When software is brand new and managed by a small team, it’s easy to make good decisions:

The code base is small, and you don’t think about the future because you’re just trying to get off the ground. As the team grows and the product matures, it becomes increasingly difficult to see the big picture when making decisions.

This is fine when local goals align with global priorities, like writing high-quality code.

However, the best local decisions can sometimes be harmful when extrapolated to a broader context over time.

Here we’ll look at a few common ways this problem can manifest.

Underweighting Consistency vs. Flexibility

When faced with a problem, engineers like to find the best solution. However, this often requires complex analysis. The alternative is to apply a general heuristic that works well on average but may not always be the best.

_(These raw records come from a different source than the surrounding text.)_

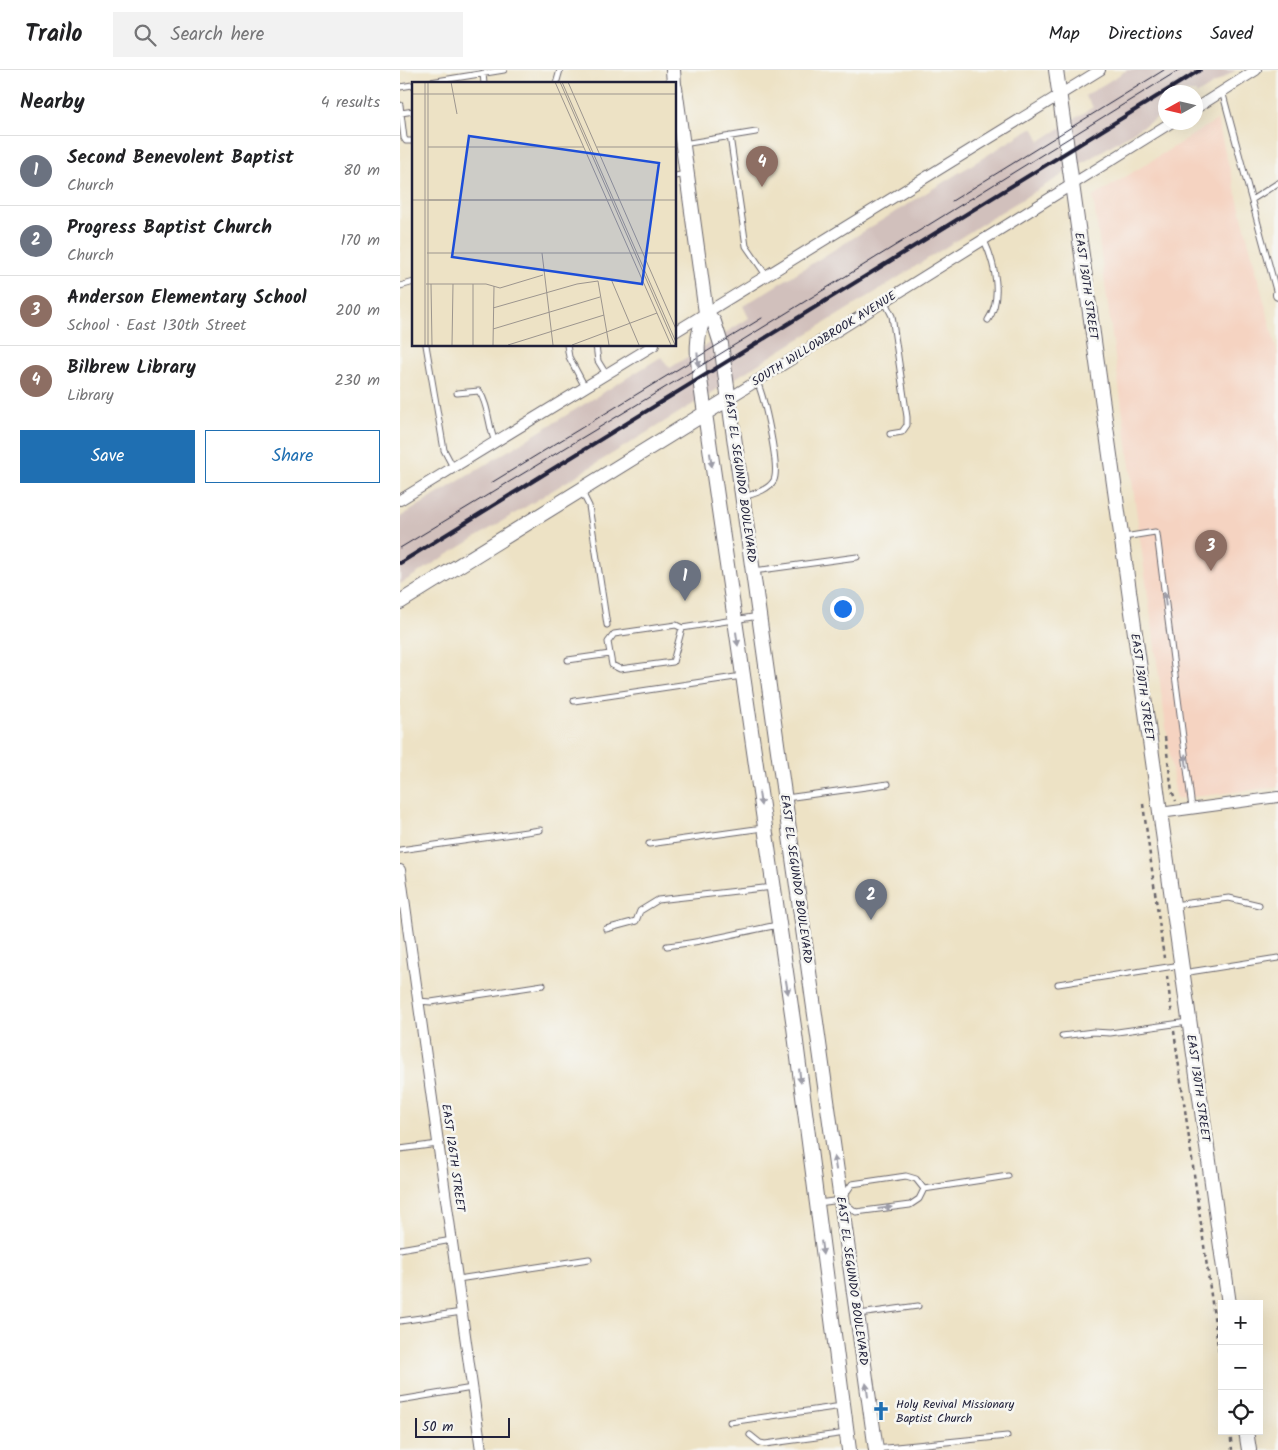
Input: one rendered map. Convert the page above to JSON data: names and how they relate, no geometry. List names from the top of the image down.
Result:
{
  "streets": {
    "main road": ["EAST 130TH STREET", "SOUTH WILLOWBROOK AVENUE", "EAST EL SEGUNDO BOULEVARD"],
    "street": ["EAST 126TH STREET"]
  },
  "crossings": [
    ["EAST 130TH STREET", "SOUTH WILLOWBROOK AVENUE"],
    ["SOUTH WILLOWBROOK AVENUE", "EAST EL SEGUNDO BOULEVARD"]
  ],
  "places": {
    "church": ["Holy Revival Missionary Baptist Church"]
  },
  "scale_bar": "50 m",
  "north": "left",
  "page": {
    "header": "Trailo",
    "search": "Search here",
    "nav": ["Map", "Directions", "Saved"],
    "heading": ["Nearby", "4 results"],
    "list": [
      {
        "mark": "1",
        "name": "Second Benevolent Baptist",
        "note": "Church",
        "value": "80 m"
      },
      {
        "mark": "2",
        "name": "Progress Baptist Church",
        "note": "Church",
        "value": "170 m"
      },
      {
        "mark": "3",
        "name": "Anderson Elementary School",
        "note": "School · East 130th Street",
        "value": "200 m"
      },
      {
        "mark": "4",
        "name": "Bilbrew Library",
        "note": "Library",
        "value": "230 m"
      }
    ],
    "pins": [
      "4",
      "3",
      "1",
      "2"
    ],
    "buttons": ["Save", "Share"],
    "map_buttons": ["+", "−"],
    "scale": "50 m"
  }
}
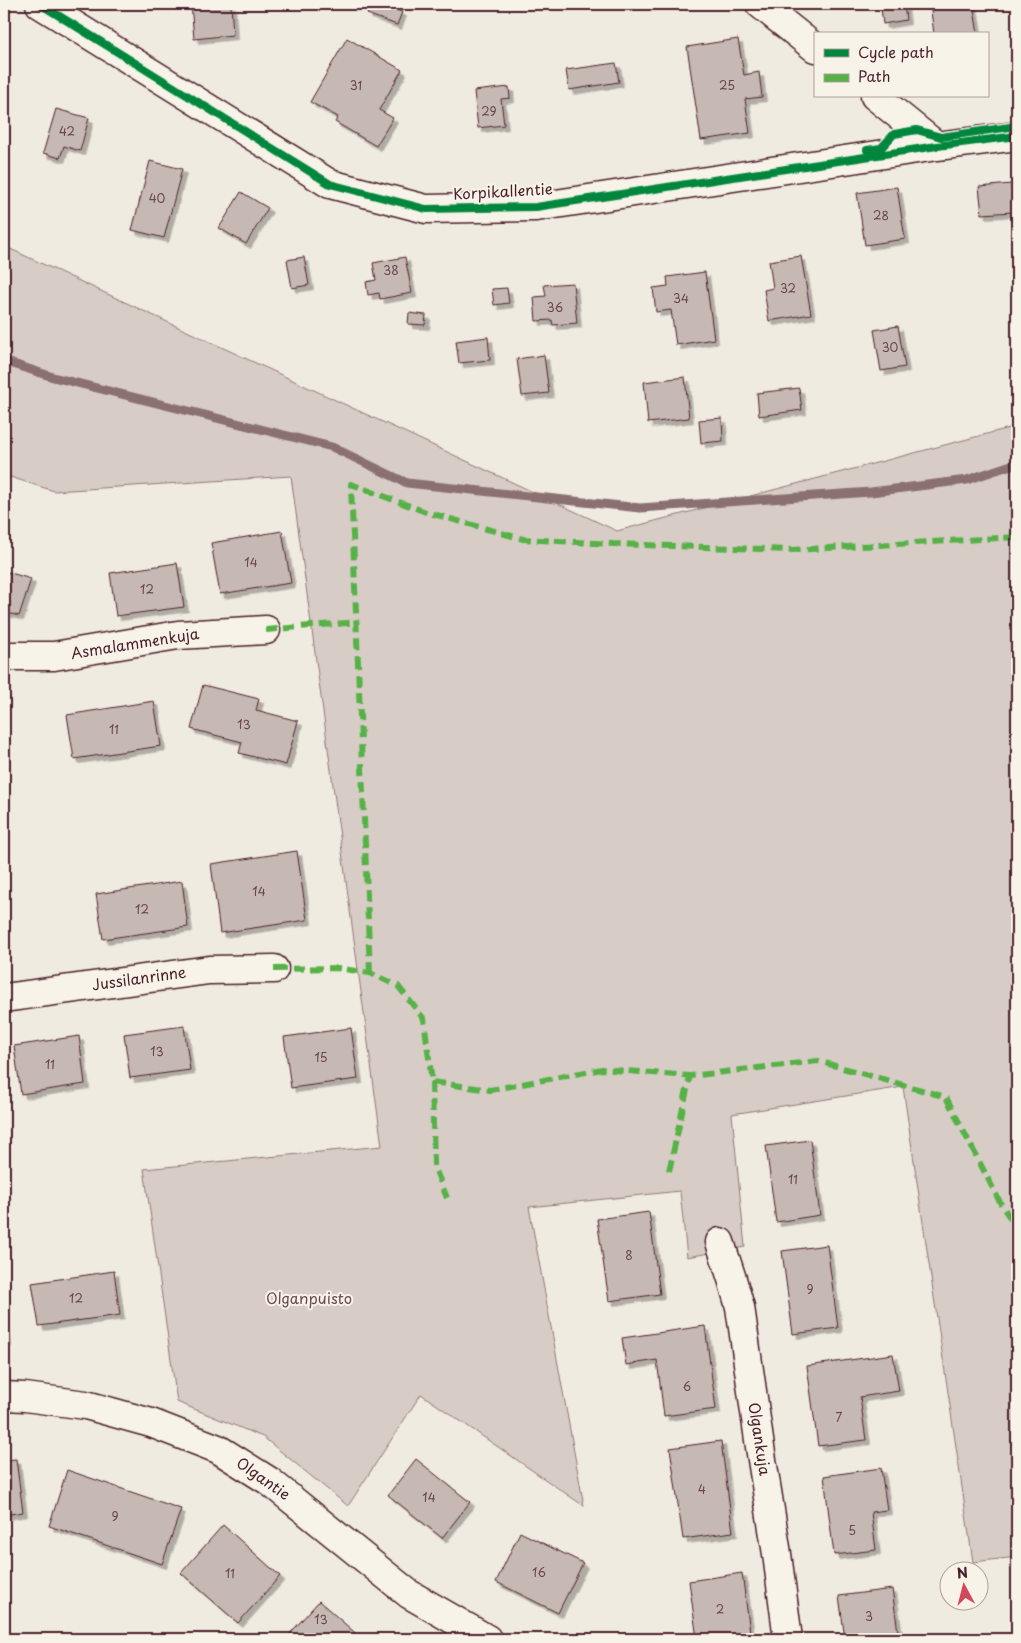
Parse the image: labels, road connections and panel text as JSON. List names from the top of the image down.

This situation comes up frequently with software-development guidelines. It’s tempting to make exceptions for extenuating circumstances — but doing so erodes consistency. The cost of this can be hard to grasp since the effects are often subtle and long-term, while the benefits of flexibility are more apparent and immediate.

While test-coverage flexibility can make better local decisions possible, the inconsistency it can create may take a major toll over time.

First, flexibility is only better if people actually make the right decisions; less experienced engineers may make more mistakes. For decision flexibility to be valuable, one must specify who can make decisions, train those people, establish a review process, and evaluate decision quality as part of performance reviews.

Another cost of flexibility is it leads to a lot more decision-making overhead, which comes in the form of discussions and the documentation of the decisions.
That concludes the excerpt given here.